**What you are asked to do**
Please filter the entries for the word "hidden" and copy every line that has it.

Start of Source data

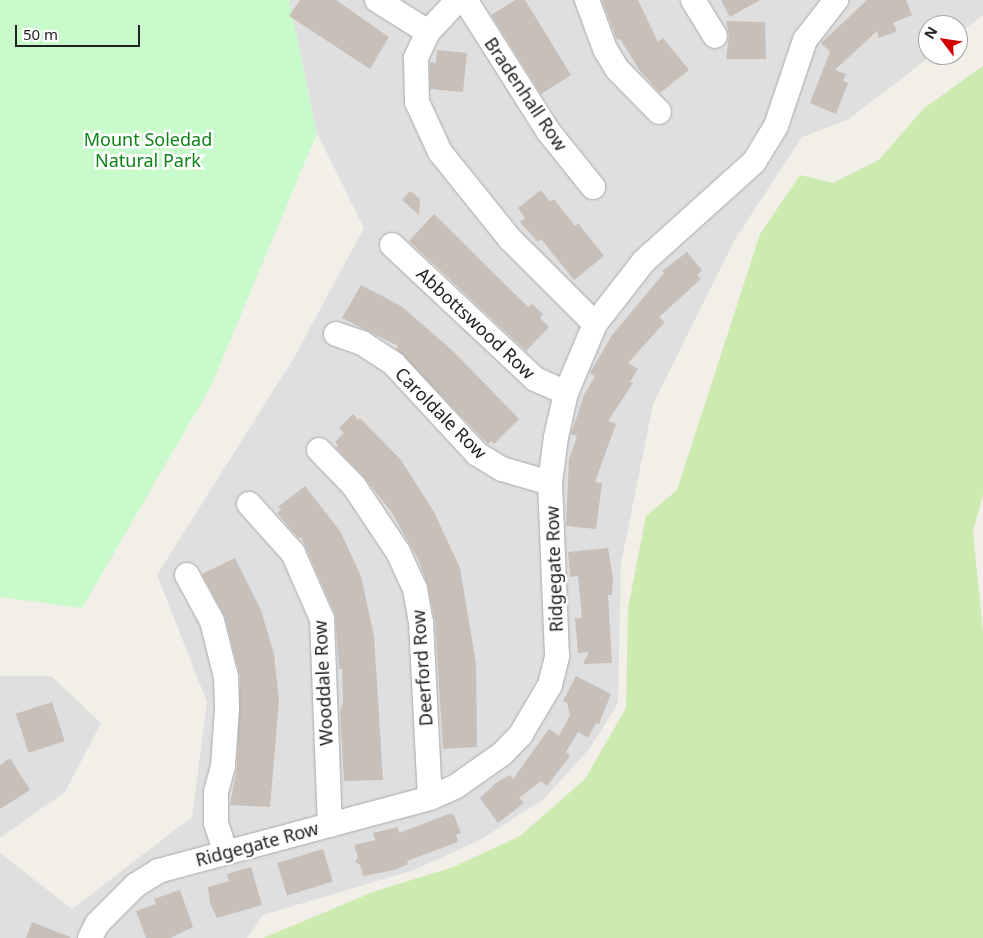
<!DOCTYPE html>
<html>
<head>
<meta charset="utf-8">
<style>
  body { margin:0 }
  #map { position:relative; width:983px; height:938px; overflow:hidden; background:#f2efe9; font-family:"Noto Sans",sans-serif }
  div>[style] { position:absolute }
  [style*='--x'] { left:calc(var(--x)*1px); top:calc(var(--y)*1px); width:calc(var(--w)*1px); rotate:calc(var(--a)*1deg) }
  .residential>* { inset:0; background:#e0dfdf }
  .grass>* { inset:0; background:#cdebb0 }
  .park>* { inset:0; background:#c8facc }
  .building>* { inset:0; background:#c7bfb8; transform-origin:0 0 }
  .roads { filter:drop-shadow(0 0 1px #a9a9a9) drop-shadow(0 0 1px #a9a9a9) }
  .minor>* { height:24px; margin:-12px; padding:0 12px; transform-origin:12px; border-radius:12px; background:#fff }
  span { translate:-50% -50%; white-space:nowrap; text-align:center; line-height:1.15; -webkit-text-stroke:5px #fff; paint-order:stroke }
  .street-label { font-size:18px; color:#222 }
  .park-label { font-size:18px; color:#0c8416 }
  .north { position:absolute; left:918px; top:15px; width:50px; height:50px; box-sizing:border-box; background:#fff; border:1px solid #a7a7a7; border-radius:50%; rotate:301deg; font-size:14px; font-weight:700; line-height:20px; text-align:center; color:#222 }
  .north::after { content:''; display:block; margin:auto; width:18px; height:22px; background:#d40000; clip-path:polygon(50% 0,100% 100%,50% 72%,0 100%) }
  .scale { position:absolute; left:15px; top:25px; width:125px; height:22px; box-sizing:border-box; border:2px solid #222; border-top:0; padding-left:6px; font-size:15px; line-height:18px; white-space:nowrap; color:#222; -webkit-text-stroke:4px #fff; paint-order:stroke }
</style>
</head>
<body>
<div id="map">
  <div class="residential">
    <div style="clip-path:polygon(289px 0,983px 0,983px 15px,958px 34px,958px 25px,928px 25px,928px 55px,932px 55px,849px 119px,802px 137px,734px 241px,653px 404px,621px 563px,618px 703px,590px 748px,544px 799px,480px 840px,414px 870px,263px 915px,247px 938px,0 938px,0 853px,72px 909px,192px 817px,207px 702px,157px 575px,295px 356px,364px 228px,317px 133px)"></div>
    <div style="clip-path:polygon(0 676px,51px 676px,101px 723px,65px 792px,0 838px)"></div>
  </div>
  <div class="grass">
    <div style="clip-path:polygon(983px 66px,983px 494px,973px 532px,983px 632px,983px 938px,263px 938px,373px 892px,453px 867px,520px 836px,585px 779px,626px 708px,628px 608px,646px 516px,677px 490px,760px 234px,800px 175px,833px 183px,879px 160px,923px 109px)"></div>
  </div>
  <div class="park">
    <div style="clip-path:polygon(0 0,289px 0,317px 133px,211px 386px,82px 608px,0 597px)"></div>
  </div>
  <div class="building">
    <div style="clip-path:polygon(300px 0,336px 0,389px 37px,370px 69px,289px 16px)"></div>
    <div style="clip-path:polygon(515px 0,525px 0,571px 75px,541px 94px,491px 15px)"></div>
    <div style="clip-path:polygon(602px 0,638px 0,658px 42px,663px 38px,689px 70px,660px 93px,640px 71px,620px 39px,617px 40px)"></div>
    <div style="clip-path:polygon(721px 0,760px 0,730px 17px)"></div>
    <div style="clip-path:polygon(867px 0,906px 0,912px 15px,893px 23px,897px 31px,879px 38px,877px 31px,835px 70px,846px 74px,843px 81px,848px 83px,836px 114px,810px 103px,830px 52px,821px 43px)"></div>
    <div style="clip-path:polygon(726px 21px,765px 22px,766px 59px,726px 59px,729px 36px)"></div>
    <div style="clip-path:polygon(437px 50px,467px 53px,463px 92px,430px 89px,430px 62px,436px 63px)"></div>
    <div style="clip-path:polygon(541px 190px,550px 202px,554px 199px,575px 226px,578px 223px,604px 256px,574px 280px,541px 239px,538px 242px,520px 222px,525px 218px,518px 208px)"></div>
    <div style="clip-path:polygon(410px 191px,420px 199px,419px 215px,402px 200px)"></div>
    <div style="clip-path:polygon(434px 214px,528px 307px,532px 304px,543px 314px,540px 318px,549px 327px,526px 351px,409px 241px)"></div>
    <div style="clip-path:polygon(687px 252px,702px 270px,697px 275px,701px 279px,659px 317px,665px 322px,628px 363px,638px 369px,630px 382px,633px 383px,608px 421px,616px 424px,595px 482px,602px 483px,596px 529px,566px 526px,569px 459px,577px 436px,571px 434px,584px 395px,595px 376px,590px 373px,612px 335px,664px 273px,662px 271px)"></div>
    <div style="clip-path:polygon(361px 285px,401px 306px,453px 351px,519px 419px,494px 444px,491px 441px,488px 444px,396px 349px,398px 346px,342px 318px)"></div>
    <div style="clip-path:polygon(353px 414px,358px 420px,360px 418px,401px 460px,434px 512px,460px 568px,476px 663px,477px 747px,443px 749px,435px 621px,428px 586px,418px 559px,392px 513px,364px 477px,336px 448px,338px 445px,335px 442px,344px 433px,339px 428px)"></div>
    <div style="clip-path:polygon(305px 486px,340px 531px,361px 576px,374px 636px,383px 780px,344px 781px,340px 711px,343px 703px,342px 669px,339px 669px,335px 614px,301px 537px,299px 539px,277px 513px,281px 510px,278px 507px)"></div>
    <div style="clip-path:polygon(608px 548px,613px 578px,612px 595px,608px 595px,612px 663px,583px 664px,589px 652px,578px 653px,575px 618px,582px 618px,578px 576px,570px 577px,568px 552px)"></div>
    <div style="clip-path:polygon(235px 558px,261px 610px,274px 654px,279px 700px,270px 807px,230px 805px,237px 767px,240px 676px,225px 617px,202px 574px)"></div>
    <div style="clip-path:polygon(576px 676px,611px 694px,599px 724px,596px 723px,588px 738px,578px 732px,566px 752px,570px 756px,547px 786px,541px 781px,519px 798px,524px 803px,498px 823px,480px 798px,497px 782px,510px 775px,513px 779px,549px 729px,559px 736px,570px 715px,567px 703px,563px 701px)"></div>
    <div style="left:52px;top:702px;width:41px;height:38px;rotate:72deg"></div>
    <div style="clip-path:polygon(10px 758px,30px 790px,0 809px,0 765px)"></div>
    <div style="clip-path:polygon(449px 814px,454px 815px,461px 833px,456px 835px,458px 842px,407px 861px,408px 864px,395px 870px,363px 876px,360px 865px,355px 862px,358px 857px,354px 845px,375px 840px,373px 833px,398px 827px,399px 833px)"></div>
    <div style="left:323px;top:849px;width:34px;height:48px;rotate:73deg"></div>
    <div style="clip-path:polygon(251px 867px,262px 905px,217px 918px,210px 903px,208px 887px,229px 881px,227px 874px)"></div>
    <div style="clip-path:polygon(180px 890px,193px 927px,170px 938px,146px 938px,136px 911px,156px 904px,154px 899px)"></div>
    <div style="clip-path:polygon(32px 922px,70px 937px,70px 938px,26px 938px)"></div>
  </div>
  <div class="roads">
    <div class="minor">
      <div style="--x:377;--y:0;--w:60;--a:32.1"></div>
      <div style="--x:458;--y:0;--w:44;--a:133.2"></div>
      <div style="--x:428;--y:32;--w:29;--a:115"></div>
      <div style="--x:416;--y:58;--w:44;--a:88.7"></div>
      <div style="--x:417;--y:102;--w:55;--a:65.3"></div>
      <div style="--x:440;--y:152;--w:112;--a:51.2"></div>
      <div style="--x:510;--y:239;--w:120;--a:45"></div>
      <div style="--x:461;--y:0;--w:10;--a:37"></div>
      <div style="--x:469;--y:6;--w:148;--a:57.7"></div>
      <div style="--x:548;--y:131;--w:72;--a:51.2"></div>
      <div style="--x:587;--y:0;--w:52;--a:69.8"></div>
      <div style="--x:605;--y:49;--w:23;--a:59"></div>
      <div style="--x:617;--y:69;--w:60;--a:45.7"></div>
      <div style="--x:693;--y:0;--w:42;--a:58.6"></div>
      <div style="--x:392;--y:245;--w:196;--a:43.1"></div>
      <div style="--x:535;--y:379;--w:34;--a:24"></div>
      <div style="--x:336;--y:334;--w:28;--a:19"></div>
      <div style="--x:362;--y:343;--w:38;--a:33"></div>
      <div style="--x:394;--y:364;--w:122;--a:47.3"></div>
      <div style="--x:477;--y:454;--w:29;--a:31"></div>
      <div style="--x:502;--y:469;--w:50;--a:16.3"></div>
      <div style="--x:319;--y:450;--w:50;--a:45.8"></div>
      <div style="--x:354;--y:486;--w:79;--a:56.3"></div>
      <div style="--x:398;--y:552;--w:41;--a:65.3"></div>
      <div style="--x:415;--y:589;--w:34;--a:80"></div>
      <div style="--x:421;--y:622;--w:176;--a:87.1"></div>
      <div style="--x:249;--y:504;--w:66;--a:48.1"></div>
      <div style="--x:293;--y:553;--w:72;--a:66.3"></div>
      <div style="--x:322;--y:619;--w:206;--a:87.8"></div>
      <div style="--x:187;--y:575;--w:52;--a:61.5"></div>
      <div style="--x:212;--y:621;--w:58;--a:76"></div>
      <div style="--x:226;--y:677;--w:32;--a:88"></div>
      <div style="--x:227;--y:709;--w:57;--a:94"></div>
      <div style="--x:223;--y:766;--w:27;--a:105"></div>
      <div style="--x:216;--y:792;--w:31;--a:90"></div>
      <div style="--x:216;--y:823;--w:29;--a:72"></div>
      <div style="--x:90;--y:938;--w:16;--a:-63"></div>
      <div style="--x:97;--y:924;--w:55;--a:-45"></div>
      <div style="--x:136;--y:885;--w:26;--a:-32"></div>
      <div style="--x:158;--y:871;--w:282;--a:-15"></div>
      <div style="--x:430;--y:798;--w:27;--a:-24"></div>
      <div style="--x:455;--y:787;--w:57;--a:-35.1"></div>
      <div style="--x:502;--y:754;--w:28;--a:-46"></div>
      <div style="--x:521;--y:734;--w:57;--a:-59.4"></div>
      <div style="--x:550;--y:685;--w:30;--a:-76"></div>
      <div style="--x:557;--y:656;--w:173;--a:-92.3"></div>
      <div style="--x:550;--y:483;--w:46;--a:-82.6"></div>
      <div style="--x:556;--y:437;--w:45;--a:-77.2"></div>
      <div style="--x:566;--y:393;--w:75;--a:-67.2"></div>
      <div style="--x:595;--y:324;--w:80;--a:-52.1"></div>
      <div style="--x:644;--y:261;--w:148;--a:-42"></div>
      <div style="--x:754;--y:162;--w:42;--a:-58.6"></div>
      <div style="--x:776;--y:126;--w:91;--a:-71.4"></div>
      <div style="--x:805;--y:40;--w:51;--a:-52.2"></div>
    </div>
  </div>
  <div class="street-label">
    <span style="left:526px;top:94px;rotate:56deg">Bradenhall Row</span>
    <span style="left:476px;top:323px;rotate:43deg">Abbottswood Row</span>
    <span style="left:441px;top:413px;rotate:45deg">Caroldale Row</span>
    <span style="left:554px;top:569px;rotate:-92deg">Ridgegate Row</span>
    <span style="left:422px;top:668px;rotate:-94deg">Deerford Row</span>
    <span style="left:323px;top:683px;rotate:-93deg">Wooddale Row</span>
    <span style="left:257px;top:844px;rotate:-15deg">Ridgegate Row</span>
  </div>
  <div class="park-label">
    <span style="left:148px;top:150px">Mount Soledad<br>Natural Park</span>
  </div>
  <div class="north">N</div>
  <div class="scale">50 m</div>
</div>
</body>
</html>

End of Source data
Start of Source data

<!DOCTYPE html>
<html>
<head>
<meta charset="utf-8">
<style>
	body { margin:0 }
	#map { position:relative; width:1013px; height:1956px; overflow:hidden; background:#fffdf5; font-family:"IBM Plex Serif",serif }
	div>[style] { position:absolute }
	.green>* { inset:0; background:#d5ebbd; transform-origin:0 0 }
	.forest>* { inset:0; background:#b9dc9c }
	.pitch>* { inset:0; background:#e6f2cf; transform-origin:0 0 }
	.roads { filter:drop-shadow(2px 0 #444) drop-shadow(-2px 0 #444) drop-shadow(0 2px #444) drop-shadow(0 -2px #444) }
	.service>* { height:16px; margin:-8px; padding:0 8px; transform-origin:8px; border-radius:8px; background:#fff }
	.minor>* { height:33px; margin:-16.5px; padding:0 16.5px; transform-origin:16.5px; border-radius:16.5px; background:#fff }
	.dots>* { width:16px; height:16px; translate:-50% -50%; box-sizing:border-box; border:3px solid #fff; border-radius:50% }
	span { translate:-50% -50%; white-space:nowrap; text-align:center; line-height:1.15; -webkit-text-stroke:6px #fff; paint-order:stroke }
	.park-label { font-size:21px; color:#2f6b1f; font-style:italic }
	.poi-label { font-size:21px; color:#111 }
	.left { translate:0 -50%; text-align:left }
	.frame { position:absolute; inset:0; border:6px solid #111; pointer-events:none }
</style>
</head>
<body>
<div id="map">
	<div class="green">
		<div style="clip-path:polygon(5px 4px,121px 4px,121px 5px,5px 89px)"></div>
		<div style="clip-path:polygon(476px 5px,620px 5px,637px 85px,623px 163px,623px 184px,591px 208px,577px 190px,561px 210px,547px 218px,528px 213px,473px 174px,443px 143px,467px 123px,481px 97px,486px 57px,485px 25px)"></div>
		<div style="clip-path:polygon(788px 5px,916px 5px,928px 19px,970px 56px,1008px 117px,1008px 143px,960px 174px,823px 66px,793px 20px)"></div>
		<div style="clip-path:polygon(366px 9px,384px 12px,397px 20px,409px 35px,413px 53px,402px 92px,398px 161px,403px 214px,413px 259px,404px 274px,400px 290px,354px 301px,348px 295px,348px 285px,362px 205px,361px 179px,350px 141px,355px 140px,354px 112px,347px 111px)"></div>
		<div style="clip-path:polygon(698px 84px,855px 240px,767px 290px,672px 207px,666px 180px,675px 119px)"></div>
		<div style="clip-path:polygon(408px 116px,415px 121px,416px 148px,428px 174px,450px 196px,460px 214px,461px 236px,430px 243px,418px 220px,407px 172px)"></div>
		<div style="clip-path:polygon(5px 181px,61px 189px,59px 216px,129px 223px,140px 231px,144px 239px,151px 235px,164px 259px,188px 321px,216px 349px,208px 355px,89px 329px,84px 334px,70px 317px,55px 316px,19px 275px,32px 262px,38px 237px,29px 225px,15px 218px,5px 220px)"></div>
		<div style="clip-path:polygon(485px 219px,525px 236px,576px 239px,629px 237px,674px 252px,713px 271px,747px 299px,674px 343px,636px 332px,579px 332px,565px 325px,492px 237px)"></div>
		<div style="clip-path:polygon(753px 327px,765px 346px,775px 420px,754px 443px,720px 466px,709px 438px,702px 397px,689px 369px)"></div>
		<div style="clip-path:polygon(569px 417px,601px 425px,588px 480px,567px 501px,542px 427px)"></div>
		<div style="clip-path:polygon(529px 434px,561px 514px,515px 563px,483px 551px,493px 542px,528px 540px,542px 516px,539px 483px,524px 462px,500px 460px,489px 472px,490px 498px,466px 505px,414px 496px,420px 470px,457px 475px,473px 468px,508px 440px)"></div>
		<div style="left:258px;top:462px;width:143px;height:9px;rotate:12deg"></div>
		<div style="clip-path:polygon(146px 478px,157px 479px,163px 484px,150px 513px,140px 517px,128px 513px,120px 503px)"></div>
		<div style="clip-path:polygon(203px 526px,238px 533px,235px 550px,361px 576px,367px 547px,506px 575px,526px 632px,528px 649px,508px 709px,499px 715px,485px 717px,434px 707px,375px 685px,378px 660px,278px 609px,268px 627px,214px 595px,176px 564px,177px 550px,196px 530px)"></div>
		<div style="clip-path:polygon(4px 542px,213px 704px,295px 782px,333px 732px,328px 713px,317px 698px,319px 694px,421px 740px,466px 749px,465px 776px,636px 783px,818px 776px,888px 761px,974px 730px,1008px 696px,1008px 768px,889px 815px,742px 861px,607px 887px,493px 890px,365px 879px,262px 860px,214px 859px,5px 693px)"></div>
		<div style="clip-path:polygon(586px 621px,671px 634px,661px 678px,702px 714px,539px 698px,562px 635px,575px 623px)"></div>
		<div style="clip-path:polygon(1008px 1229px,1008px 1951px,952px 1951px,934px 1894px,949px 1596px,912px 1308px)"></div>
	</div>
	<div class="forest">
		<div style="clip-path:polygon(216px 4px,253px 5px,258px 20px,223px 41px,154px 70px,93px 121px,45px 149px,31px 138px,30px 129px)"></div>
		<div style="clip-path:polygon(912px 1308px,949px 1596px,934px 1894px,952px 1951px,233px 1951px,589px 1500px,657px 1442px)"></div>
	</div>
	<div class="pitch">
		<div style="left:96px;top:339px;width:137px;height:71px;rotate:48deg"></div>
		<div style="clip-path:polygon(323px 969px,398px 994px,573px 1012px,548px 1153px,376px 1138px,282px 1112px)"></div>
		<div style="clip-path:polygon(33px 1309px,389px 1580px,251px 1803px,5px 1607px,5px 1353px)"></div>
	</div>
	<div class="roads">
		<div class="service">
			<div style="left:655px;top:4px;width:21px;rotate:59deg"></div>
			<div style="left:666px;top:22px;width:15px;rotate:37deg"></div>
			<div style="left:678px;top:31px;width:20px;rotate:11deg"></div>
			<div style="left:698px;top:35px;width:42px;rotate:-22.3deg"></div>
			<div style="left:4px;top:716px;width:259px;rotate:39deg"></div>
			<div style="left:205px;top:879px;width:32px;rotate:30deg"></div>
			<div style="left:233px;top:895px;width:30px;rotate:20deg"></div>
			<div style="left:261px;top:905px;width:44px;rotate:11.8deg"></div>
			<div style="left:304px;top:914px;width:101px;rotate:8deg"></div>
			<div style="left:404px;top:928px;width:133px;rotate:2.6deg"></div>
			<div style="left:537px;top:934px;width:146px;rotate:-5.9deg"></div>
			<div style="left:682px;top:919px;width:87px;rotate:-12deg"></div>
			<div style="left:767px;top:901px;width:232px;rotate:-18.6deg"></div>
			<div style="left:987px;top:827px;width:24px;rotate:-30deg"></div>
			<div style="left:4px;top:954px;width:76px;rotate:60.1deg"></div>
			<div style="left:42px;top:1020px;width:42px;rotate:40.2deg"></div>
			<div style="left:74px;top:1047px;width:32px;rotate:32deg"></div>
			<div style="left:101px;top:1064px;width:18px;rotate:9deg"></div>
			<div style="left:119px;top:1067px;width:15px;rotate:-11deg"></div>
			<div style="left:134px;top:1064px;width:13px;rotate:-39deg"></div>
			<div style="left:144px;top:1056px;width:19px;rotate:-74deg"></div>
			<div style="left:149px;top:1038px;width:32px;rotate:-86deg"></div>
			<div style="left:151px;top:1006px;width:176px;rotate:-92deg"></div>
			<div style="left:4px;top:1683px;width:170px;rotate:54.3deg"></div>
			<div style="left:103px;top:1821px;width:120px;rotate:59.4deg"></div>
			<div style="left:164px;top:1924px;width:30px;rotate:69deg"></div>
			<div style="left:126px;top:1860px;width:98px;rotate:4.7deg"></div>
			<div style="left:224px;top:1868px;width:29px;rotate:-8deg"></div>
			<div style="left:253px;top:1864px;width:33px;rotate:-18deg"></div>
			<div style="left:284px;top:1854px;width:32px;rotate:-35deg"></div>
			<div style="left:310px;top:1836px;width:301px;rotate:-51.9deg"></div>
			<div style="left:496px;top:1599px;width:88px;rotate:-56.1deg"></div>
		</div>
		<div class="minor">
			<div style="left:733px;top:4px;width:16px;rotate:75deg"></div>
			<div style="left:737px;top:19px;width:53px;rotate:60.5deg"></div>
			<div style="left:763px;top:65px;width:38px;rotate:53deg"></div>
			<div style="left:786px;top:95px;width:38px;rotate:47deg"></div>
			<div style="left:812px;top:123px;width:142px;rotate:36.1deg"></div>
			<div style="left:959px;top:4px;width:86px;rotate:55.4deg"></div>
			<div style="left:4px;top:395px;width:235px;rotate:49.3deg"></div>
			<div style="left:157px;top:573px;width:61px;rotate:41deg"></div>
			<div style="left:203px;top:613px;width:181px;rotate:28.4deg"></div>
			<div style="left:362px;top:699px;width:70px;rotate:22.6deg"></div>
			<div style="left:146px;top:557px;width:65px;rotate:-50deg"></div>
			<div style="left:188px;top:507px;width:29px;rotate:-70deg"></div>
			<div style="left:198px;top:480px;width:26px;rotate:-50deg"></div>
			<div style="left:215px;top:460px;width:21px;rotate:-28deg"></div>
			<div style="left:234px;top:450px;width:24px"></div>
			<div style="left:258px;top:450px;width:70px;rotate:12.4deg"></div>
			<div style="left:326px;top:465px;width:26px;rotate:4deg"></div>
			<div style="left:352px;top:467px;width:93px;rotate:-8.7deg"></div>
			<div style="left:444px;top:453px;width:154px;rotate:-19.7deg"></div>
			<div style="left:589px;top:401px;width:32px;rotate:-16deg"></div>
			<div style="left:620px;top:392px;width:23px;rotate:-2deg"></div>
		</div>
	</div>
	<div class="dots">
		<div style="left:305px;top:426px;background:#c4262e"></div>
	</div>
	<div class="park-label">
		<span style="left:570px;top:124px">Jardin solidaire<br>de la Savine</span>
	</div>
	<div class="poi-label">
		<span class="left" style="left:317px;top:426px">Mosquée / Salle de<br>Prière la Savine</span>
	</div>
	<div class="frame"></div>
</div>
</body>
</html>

End of Source data

**Completed task**
  #map { position:relative; width:983px; height:938px; overflow:hidden; background:#f2efe9; font-family:"Noto Sans",sans-serif }
	#map { position:relative; width:1013px; height:1956px; overflow:hidden; background:#fffdf5; font-family:"IBM Plex Serif",serif }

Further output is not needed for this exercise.